La note décrit comment « des représentants de divers syndicats, institutions et organisations de masse se sont réunis pour réaffirmer leur participation à la journée du Premier Mai, qui cette année se célèbre sous la consigne d'unité, d'engagement et de défense de la paix ». Tout cela est très beau, sauf pour un détail que le récit omet habilement : ces mêmes travailleurs gagnent en moyenne 6.930 pesos par mois, soit environ 15 dollars au taux de change informel, tandis qu'un couple a besoin de plus de 45.000 pesos par mois pour couvrir des dépenses de base.
La contradiction entre la célébration officielle et la réalité est si grande qu'elle en devient presque comique. Les salaires et les pensions cubains ne suffisent même pas pour un combo de pizza et de malta, et les pensions minimales ne dépassent pas 4 000 pesos —moins de 10 dollars—, insuffisantes pour la nourriture de base estimée à au moins 30 000 pesos par mois.
Pour ne rien arranger, ce samedi, la veille de la publication de sa chronique festive par l'ACN, Cuba enregistrait 17 heures et 45 minutes d'interruptions électriques continues, avec une affectation maximale de 1.461 MW, selon l'Union Électrique. En effet, les pannes de courant dans le pays reprennent alors que les fonctionnaires peaufine les détails du défilé. Le Système Électrique National s'est effondré au moins sept fois en 18 mois et cinq fois seulement depuis le début de 2026.

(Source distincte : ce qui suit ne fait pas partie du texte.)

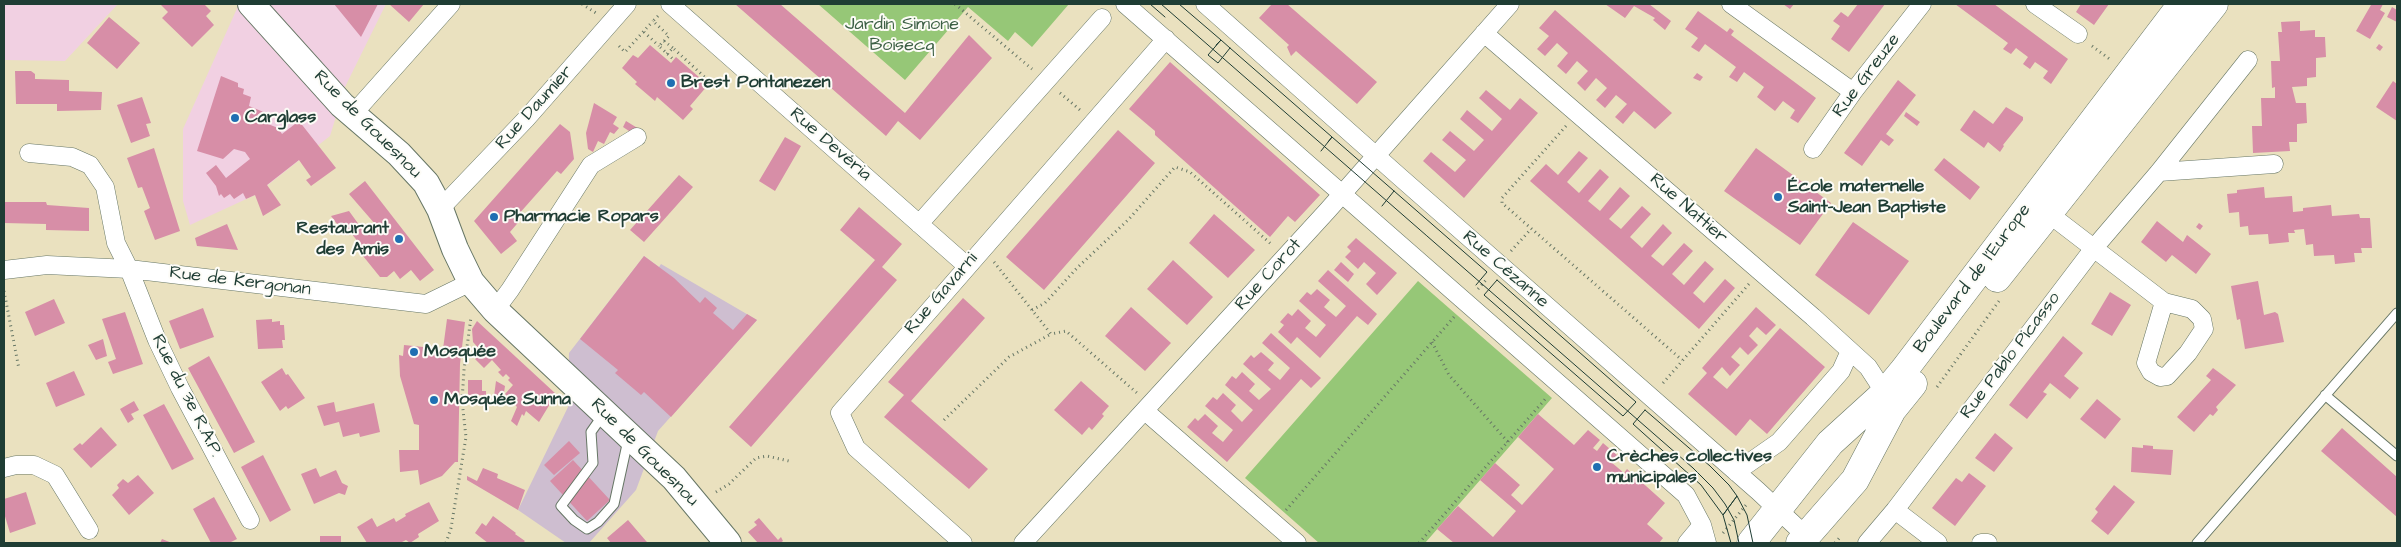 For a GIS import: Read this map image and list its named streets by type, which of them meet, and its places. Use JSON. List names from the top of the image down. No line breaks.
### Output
{"streets":{"main road":["Boulevard de l'Europe"],"street":["Rue Greuze","Rue Daumier","Rue de Gouesnou","Rue Devéria","Rue Nattier","Rue Cézanne","Rue Corot","Rue de Kergonan","Rue Gavarni","Rue Pablo Picasso","Rue du 3e R.A.P."]},"crossings":[["Rue Daumier","Rue de Gouesnou"],["Rue de Gouesnou","Rue de Kergonan"],["Rue Devéria","Rue Gavarni"],["Rue Nattier","Rue Corot"],["Rue Nattier","Boulevard de l'Europe"],["Rue Cézanne","Rue Corot"],["Rue Cézanne","Boulevard de l'Europe"],["Rue de Kergonan","Rue du 3e R.A.P."]],"parks":["Jardin Simone Boisecq"],"places":["Brest Pontanezen","Carglass","École maternelle Saint-Jean Baptiste","Pharmacie Ropars","Restaurant des Amis","Mosquée","Mosquée Sunna","Crèches collectives municipales"]}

En Villa Clara, la situation a son propre chapitre de honte. Depuis février, le pain de la bodega dans cette province n'est vendu qu'aux moins de 13 ans et aux plus de 65 ans, car les autorités du Commerce Intérieur ont admis qu'il s'agit d « un problème très complexe qui dépend de l'arrivée de navires et d'assurances logistiques dans un contexte de pénurie extrême de ressources, d'électricité et de carburant ». Mais bien sûr, pour le défilé, l'énergie organisée ne manque pas.
La médaille Jesús Menéndez que a reçue Maricel Montero Lago, directrice de l'usine INPUD pendant près de deux décennies, ainsi que d'autres distinctions pour des figures éminentes, sont présentées par l'ACN comme un « phare de dévouement et de patriotisme dans un contexte marqué par le renforcement du blocus économique des États-Unis ». Le régime, fidèle à son habitude, a convoqué le Premier Mai sur un ton de guerre avec le slogan national « La Patrie se défend », lancé par la Centrale des Travailleurs de Cuba le 12 avril. Que les travailleurs n'aient pas à manger est, évidemment, de la faute de l'embargo.
Le Premier ministre Manuel Marrero Cruz a déjà averti que le défilé se déroulera « avec rationalité » en raison des restrictions existantes, un euphémisme officiel pour dire qu'il fait appel au discours guerrier pour mobiliser le Premier Mai sans qu'il y ait de carburant ni de ressources pour monter le spectacle habituel. L'économiste Elías Amor le dit sans détour : l'État cubain est le principal exploiteur des travailleurs, en contrôlant leurs salaires et en s'appropriant la valeur de leur travail.
Pendant ce temps, 89 % de la population cubaine vit dans une situation d'extrême pauvreté, le PIB a enregistré une chute de 23 % depuis 2019 et l'inflation cumulée depuis 2021 dépasse les 206 %. L'agenda médiatique de Villa Clara a également souligné cette semaine la rédaction d'un livre sur la production de patate douce. Parce que lorsqu'il n'y a pas de pain à la bodega, il reste toujours la patate douce. Avec le petit problème qu'il n'y a pas non plus de patate douce.